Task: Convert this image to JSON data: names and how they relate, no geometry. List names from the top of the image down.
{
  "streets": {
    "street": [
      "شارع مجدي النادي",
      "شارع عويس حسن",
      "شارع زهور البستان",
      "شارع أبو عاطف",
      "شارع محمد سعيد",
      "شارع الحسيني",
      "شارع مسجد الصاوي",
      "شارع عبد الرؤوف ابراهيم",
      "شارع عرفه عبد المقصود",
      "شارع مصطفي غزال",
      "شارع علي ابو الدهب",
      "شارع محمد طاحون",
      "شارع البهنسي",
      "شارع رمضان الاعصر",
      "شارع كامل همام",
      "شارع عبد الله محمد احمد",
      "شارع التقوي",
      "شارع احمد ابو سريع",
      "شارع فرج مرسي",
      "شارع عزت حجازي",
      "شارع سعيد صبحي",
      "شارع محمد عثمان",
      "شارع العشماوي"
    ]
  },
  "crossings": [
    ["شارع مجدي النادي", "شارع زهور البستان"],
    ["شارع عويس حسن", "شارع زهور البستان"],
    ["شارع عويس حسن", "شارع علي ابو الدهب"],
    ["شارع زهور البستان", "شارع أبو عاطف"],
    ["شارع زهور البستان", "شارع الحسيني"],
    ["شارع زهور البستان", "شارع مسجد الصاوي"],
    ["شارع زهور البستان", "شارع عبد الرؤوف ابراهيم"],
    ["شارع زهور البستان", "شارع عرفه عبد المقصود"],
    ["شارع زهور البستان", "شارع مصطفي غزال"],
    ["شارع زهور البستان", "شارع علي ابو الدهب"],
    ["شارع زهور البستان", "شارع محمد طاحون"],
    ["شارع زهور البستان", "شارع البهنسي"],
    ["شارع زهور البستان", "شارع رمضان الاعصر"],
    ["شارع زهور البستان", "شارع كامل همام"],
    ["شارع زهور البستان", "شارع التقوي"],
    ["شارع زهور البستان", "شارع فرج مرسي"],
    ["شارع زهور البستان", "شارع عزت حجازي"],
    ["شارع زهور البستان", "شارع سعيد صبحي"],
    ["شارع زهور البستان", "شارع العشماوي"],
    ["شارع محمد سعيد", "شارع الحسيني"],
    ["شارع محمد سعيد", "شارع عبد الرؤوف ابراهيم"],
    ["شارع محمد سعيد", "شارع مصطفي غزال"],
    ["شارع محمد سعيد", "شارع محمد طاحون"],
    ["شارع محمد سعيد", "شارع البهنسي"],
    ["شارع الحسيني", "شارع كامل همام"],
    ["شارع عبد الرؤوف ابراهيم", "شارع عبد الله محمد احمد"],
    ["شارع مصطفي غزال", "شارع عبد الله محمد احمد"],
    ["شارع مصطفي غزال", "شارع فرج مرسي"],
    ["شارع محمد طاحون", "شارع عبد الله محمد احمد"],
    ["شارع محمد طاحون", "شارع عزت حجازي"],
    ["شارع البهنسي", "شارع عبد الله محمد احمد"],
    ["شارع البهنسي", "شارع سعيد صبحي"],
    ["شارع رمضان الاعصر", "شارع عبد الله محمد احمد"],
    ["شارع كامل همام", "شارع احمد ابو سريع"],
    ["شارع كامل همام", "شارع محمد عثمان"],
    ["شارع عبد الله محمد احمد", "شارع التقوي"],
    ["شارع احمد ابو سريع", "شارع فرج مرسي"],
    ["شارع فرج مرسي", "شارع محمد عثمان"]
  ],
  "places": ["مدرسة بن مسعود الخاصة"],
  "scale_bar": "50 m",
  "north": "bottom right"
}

= = = = =

# WHAT NEEDS TO BE DONE
Every line of the data above is to be copied out exactly.

# OUTPUT OF THE EXERCISE
Task: Convert this image to JSON data: names and how they relate, no geometry. List names from the top of the image down.
{
  "streets": {
    "street": [
      "شارع مجدي النادي",
      "شارع عويس حسن",
      "شارع زهور البستان",
      "شارع أبو عاطف",
      "شارع محمد سعيد",
      "شارع الحسيني",
      "شارع مسجد الصاوي",
      "شارع عبد الرؤوف ابراهيم",
      "شارع عرفه عبد المقصود",
      "شارع مصطفي غزال",
      "شارع علي ابو الدهب",
      "شارع محمد طاحون",
      "شارع البهنسي",
      "شارع رمضان الاعصر",
      "شارع كامل همام",
      "شارع عبد الله محمد احمد",
      "شارع التقوي",
      "شارع احمد ابو سريع",
      "شارع فرج مرسي",
      "شارع عزت حجازي",
      "شارع سعيد صبحي",
      "شارع محمد عثمان",
      "شارع العشماوي"
    ]
  },
  "crossings": [
    ["شارع مجدي النادي", "شارع زهور البستان"],
    ["شارع عويس حسن", "شارع زهور البستان"],
    ["شارع عويس حسن", "شارع علي ابو الدهب"],
    ["شارع زهور البستان", "شارع أبو عاطف"],
    ["شارع زهور البستان", "شارع الحسيني"],
    ["شارع زهور البستان", "شارع مسجد الصاوي"],
    ["شارع زهور البستان", "شارع عبد الرؤوف ابراهيم"],
    ["شارع زهور البستان", "شارع عرفه عبد المقصود"],
    ["شارع زهور البستان", "شارع مصطفي غزال"],
    ["شارع زهور البستان", "شارع علي ابو الدهب"],
    ["شارع زهور البستان", "شارع محمد طاحون"],
    ["شارع زهور البستان", "شارع البهنسي"],
    ["شارع زهور البستان", "شارع رمضان الاعصر"],
    ["شارع زهور البستان", "شارع كامل همام"],
    ["شارع زهور البستان", "شارع التقوي"],
    ["شارع زهور البستان", "شارع فرج مرسي"],
    ["شارع زهور البستان", "شارع عزت حجازي"],
    ["شارع زهور البستان", "شارع سعيد صبحي"],
    ["شارع زهور البستان", "شارع العشماوي"],
    ["شارع محمد سعيد", "شارع الحسيني"],
    ["شارع محمد سعيد", "شارع عبد الرؤوف ابراهيم"],
    ["شارع محمد سعيد", "شارع مصطفي غزال"],
    ["شارع محمد سعيد", "شارع محمد طاحون"],
    ["شارع محمد سعيد", "شارع البهنسي"],
    ["شارع الحسيني", "شارع كامل همام"],
    ["شارع عبد الرؤوف ابراهيم", "شارع عبد الله محمد احمد"],
    ["شارع مصطفي غزال", "شارع عبد الله محمد احمد"],
    ["شارع مصطفي غزال", "شارع فرج مرسي"],
    ["شارع محمد طاحون", "شارع عبد الله محمد احمد"],
    ["شارع محمد طاحون", "شارع عزت حجازي"],
    ["شارع البهنسي", "شارع عبد الله محمد احمد"],
    ["شارع البهنسي", "شارع سعيد صبحي"],
    ["شارع رمضان الاعصر", "شارع عبد الله محمد احمد"],
    ["شارع كامل همام", "شارع احمد ابو سريع"],
    ["شارع كامل همام", "شارع محمد عثمان"],
    ["شارع عبد الله محمد احمد", "شارع التقوي"],
    ["شارع احمد ابو سريع", "شارع فرج مرسي"],
    ["شارع فرج مرسي", "شارع محمد عثمان"]
  ],
  "places": ["مدرسة بن مسعود الخاصة"],
  "scale_bar": "50 m",
  "north": "bottom right"
}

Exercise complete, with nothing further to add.